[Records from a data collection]
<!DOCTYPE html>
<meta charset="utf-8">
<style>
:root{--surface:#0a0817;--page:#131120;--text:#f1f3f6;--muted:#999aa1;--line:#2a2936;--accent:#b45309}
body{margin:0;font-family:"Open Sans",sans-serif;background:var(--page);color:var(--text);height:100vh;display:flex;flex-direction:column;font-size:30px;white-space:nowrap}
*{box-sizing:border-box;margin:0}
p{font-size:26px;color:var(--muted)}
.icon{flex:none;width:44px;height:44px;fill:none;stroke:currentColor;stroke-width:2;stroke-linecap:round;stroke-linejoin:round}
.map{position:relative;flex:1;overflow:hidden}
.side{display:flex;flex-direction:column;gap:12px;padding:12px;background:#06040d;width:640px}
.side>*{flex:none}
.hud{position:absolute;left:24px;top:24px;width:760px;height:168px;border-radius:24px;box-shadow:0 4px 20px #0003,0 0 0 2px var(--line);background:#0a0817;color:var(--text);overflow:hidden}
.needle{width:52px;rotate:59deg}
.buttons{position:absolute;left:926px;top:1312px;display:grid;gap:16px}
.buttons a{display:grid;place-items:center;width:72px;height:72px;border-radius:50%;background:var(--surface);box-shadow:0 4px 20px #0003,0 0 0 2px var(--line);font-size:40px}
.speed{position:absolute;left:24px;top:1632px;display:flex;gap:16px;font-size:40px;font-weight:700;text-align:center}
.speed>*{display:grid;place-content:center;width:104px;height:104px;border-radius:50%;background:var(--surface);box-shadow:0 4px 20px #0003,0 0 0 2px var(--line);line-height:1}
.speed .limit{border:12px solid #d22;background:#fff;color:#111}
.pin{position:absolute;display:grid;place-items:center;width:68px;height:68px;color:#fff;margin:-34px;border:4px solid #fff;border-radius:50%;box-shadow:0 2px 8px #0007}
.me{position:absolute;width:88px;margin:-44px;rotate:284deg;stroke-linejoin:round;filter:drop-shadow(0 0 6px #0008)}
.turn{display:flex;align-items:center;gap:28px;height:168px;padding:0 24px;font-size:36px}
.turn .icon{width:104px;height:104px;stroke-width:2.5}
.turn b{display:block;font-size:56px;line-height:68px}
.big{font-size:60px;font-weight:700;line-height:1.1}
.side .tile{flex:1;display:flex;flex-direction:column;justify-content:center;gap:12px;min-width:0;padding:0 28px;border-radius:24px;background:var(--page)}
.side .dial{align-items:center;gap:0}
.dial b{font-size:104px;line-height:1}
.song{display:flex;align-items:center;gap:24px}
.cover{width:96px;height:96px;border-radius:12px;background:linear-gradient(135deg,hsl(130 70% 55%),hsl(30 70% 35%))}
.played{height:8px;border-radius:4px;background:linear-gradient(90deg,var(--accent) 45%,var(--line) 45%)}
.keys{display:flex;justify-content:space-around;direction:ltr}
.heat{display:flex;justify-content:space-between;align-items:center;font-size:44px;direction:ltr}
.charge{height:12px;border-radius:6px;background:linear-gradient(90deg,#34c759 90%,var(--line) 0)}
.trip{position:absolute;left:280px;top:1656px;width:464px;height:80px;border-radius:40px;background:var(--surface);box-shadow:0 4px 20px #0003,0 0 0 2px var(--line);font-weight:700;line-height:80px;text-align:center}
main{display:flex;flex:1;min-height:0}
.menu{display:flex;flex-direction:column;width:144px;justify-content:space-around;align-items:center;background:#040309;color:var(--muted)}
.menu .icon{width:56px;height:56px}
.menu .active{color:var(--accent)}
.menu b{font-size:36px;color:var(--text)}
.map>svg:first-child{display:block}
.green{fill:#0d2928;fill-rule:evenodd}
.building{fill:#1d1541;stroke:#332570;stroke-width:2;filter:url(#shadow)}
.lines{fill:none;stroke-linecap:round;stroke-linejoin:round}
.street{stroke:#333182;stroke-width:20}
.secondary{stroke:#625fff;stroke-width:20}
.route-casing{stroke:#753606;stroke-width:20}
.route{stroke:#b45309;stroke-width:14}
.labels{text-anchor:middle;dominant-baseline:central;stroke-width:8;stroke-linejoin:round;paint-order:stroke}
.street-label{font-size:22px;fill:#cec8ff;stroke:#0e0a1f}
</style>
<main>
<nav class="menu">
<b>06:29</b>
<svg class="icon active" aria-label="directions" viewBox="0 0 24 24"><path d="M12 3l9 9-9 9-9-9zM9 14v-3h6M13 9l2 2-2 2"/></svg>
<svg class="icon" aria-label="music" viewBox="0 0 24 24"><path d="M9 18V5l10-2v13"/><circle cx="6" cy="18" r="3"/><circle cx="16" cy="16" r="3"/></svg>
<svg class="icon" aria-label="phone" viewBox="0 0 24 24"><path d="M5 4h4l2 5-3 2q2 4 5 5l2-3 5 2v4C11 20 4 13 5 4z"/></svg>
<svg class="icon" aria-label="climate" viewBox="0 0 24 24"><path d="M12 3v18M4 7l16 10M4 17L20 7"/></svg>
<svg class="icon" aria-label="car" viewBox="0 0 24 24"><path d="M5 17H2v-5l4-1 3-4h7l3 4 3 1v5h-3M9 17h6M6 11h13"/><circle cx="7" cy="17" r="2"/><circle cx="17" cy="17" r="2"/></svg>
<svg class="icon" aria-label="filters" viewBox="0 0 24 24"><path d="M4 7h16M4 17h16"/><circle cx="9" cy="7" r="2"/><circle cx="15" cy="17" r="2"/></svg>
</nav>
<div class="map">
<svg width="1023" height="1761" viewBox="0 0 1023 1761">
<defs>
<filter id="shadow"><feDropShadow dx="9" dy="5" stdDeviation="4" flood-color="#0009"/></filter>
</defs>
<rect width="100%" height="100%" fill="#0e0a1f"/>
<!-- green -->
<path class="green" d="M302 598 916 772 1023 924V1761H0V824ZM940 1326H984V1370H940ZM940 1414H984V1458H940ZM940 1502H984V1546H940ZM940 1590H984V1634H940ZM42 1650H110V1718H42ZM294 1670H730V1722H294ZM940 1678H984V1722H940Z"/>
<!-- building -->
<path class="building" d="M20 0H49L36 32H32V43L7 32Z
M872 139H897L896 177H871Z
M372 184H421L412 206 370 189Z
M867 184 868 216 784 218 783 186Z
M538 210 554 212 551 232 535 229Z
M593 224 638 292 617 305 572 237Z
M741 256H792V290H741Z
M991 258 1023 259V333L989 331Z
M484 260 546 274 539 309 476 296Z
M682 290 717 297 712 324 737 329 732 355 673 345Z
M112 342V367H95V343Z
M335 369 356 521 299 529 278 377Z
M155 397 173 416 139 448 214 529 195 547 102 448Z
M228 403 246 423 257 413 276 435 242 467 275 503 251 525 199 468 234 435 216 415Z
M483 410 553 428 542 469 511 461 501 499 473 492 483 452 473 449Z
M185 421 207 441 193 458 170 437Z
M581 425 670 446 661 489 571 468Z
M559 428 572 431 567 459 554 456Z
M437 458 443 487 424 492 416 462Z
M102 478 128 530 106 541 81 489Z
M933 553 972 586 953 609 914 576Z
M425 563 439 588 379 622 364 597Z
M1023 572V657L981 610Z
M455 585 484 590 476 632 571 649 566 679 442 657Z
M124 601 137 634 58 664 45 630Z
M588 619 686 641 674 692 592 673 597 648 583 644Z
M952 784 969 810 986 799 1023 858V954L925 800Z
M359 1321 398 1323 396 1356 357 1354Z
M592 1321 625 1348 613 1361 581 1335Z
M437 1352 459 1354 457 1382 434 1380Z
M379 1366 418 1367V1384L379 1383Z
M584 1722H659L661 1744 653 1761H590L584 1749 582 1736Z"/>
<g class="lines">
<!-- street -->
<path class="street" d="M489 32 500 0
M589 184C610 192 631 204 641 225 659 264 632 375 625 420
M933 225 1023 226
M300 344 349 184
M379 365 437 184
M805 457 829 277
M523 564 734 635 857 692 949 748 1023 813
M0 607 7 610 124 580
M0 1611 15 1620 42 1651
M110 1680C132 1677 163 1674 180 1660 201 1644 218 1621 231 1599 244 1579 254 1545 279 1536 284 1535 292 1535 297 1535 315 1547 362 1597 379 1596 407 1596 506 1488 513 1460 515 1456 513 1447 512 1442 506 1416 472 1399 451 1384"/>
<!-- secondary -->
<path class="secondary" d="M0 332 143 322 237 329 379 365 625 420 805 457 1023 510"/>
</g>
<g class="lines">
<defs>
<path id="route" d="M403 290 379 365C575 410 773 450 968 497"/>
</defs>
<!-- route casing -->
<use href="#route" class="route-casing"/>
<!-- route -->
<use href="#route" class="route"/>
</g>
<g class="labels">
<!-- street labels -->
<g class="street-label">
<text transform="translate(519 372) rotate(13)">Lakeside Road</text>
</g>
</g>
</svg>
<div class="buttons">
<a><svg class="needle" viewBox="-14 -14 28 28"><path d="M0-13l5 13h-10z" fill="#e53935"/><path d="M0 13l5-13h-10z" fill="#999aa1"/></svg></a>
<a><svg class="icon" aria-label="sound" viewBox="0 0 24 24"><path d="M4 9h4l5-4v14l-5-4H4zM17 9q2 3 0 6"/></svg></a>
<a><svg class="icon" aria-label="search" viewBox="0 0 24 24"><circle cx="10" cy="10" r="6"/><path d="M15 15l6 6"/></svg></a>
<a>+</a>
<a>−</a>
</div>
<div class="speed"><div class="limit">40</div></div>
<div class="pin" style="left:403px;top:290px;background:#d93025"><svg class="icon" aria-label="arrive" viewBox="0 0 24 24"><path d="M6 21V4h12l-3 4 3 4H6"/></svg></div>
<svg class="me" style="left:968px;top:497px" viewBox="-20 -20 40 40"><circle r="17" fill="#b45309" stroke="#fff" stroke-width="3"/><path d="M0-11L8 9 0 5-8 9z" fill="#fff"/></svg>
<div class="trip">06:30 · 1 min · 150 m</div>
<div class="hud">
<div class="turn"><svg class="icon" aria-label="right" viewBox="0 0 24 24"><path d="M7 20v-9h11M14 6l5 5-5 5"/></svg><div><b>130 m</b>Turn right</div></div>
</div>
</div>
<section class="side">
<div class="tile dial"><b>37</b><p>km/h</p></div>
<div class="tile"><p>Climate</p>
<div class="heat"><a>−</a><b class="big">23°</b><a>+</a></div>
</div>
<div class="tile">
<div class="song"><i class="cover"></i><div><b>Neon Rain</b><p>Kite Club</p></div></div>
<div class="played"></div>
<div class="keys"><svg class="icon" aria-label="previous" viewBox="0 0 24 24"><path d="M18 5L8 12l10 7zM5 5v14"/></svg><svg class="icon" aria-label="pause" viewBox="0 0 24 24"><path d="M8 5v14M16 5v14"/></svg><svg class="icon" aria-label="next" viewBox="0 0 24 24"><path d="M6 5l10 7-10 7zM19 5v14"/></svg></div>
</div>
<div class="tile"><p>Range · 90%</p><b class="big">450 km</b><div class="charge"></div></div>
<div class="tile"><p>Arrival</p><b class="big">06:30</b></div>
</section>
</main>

§ **YOUR ASSIGNMENT**
Every line with "menu" in it should be copied from the entries above.

§ **ANSWER SECTION**
.menu{display:flex;flex-direction:column;width:144px;justify-content:space-around;align-items:center;background:#040309;color:var(--muted)}
.menu .icon{width:56px;height:56px}
.menu .active{color:var(--accent)}
.menu b{font-size:36px;color:var(--text)}
<nav class="menu">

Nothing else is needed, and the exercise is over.